Let’s take a closer look at the keywords though. It seems that the research of Charlie is much more similar to that of Bob rather than Alice’s. Ray tracing is somewhat related to computer graphics, user interfaces and human-computer interaction are clearly similar fields. Actually the plot above should look like this:

Plot of research interests of Alice, Bob, and Charlie, corrected.

Obviously the simple model based on keyword overlap is not able to capture the finer aspects of the semantics of the keywords. Can we do better? Enter distributional semantics.

Distributional semantics looks like magic, but, at its core, is just a refined way of counting words that tend to occur together often, and uses that information to compute word-to-word similarities. Much has been already written about this topic (my favourite introduction is Dminic Widdows’ book Geometry and Meaning) so I’ll skip the details. At this moment, the state of the art in distributional models seems to be word2vec, a predictive model that reads large quantities of text and outputs a word vector space, that is, a list of highly dimensional (50-300, typically) vectors, each associated with one work in the original vocabulary. Two words can be compared by calculating the cosine distance between their respective vectors: the closer the vectors, the more semantically similar the words.

I used distributional semantics to compute a vector space of people and interests in my research team. I took the interest keywords from self-submissions from the team members and I added my own, based on the presentations I attended at annual seminary. I used word2vec with a pretrained model of English words from the GloVe project. Some adjustments are necessary, such as calculating the vectors for compound terms (e.g., Natural Langauge Processing) as the sum of the single word vectors. The vectors for the team members are computed as the sum of the vectors of their respective interests.

The last step is the visualization. Obviously, there’s no way of visualizing points in 300 dimensions, so some form of projection, or dimensionality reduction, is needed. I used t-SNE, a much acclaimed algorithm for dimensionality reduction particularly designed with visualization in mind. Here’s the result, plotted with matplotlib:

Since the people vectors and the interest vectors live in the same geometric space, they can be plotted together. t-SNE ensures, up to a certain extent, that vectors with high cosine similarity in the original space are plotted close to each other in the 2-dimensional plane. Note how “Social Media”, “Social Web”, “Web” and “Twitter” all end up together.

All of this is, of course, perfectible. The lists of interests, to start, are highly incomplete and subjective. There is no account for the compositionality of language: “Artificial Intelligence” is arguably more than “Artificial” + “Intelligence” (this is a highly debated topic in linguistics and semantics). t-SNE also seems to have its shortcomings, with similar labels sometimes ending up too far apart.

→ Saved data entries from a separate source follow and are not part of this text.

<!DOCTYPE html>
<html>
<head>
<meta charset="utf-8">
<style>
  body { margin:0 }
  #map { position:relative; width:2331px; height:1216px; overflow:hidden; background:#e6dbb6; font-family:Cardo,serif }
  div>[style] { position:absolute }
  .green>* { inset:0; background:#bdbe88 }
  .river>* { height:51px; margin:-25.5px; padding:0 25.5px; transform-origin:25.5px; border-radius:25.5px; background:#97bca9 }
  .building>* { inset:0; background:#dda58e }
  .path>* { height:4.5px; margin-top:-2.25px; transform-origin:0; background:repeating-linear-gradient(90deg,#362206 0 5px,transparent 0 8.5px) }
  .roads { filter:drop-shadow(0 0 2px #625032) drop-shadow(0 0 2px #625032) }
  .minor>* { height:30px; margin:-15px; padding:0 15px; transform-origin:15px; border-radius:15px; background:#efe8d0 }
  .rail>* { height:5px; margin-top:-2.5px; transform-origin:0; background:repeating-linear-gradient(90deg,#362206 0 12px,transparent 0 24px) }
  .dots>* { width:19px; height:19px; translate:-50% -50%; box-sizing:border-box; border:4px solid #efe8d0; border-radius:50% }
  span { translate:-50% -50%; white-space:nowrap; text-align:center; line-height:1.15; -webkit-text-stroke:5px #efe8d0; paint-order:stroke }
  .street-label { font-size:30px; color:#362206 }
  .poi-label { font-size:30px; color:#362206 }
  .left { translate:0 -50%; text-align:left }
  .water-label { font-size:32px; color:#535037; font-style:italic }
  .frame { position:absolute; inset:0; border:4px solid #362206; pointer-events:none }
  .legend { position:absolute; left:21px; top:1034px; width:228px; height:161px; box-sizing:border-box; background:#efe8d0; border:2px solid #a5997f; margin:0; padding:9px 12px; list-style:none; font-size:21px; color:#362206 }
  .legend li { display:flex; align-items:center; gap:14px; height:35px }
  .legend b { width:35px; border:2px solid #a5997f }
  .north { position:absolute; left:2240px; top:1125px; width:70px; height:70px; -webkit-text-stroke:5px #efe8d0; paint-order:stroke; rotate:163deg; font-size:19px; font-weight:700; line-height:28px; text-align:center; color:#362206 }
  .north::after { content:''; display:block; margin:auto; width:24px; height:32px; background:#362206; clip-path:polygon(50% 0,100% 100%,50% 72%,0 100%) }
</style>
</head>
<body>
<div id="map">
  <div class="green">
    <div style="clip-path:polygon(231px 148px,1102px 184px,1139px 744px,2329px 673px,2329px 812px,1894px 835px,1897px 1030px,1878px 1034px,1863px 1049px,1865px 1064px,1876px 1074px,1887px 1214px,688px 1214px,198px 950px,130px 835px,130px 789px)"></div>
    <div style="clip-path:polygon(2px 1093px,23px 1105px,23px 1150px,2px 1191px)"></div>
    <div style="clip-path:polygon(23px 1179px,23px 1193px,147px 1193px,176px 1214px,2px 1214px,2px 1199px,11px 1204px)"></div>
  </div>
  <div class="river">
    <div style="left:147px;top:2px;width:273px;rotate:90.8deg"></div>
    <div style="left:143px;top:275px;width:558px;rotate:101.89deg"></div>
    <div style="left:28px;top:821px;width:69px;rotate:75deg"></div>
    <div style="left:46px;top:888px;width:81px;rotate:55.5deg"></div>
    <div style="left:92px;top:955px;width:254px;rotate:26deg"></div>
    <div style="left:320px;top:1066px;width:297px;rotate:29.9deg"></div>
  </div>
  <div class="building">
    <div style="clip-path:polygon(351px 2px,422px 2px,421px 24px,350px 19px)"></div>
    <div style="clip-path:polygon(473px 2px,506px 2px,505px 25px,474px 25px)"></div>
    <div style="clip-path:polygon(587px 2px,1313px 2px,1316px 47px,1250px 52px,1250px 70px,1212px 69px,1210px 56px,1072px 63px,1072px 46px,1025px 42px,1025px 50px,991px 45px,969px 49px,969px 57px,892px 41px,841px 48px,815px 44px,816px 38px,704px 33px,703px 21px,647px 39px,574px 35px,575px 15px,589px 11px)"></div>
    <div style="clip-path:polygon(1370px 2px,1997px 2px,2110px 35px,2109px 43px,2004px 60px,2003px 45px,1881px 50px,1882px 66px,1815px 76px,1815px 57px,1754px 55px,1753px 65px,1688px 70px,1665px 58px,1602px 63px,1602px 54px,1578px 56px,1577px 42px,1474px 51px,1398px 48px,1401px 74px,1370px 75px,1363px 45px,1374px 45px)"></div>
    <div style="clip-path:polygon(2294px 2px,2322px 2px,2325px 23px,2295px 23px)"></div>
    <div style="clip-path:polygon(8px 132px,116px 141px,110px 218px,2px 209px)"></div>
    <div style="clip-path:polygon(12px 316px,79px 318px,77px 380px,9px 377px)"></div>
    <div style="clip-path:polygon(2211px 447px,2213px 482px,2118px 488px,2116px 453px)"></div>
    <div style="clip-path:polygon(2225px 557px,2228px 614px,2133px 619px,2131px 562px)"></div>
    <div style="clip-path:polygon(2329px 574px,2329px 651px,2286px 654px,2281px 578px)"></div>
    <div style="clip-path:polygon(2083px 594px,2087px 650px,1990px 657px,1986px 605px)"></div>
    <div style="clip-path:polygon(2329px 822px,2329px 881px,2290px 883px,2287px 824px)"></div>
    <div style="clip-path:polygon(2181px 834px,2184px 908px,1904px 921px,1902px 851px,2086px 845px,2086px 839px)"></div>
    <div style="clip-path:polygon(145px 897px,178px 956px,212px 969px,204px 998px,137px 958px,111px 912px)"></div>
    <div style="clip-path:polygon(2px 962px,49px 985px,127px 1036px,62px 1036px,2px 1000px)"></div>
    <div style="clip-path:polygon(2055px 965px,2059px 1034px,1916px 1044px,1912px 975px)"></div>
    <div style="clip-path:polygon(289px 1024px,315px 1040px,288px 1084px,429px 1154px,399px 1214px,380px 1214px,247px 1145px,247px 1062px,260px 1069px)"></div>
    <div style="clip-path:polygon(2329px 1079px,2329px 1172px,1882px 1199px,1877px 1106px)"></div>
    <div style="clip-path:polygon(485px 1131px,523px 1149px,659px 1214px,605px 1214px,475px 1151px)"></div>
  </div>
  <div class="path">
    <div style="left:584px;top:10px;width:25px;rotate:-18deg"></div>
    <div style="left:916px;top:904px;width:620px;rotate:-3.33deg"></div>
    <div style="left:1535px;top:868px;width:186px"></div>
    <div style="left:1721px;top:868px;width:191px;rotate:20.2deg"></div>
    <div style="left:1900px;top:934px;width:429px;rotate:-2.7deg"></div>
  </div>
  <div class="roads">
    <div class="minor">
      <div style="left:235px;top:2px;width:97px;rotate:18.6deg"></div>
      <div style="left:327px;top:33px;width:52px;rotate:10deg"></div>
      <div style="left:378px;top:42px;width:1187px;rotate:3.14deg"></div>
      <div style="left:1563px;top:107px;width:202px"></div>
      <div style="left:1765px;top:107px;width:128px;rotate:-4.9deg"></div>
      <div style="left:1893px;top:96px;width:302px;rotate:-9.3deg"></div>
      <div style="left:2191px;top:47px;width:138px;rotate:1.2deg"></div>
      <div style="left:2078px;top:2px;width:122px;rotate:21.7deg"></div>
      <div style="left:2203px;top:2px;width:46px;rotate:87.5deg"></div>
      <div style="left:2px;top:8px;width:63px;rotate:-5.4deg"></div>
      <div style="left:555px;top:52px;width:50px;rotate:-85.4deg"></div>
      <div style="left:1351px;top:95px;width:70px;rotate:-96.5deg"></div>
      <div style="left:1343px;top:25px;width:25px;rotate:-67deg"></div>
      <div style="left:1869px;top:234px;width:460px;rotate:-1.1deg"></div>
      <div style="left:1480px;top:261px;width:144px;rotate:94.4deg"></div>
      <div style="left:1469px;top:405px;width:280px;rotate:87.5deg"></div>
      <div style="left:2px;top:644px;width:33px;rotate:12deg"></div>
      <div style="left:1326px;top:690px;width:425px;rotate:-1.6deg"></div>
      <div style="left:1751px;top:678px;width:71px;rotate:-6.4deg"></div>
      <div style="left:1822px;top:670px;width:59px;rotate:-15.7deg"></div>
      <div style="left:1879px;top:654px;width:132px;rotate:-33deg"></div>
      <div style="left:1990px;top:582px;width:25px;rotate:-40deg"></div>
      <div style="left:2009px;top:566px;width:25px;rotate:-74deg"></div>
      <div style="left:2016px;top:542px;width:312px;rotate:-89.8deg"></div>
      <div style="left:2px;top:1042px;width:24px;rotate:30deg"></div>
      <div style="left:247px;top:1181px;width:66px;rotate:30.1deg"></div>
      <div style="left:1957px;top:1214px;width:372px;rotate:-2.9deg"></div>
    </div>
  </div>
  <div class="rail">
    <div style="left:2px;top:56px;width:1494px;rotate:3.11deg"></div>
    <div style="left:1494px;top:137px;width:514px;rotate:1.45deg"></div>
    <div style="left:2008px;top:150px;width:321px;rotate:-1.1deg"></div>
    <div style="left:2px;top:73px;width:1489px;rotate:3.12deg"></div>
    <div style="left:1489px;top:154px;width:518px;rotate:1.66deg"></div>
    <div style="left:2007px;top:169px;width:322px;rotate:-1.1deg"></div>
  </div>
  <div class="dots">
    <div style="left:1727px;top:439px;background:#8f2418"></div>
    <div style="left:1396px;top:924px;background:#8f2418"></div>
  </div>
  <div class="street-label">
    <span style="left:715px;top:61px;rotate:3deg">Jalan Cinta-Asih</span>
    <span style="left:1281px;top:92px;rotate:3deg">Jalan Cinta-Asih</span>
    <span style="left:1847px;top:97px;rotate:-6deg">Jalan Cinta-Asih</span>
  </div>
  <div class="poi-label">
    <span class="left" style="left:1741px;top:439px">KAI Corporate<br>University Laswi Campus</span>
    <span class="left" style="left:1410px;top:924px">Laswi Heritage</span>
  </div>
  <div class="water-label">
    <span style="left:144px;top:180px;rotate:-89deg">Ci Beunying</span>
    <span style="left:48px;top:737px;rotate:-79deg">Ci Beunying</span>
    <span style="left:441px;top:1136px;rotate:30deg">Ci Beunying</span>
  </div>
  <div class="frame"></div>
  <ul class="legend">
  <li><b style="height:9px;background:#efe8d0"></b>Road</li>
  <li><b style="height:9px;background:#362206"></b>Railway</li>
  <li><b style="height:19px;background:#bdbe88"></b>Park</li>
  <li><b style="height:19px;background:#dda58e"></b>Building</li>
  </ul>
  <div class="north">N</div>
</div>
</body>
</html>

Nevertheless, it’s been a fun afternoon project in under 50 lines of Python, and perhaps we now know a little bit more about our own work.

EDIT 9/8/2016

The picture above is nice, but it has something that really bothers me: overlapping labels. So I exported the coordinates, the labels and the respective colors, and I imported them into R. Here, I used the popular plotting library ggplot to make a new plot. More interestingly, I used a new library called ggrepel to have the labels in the plot sort of repelling each other, so they are not intersecting anymore. It still takes some adjustment, if the plot is too crammed the labels will still overlap sometimes, but the result is beautiful:

Also, this map is more complete and contains the research interests of most members of the SPARKS joint team.

Written on August 4, 2016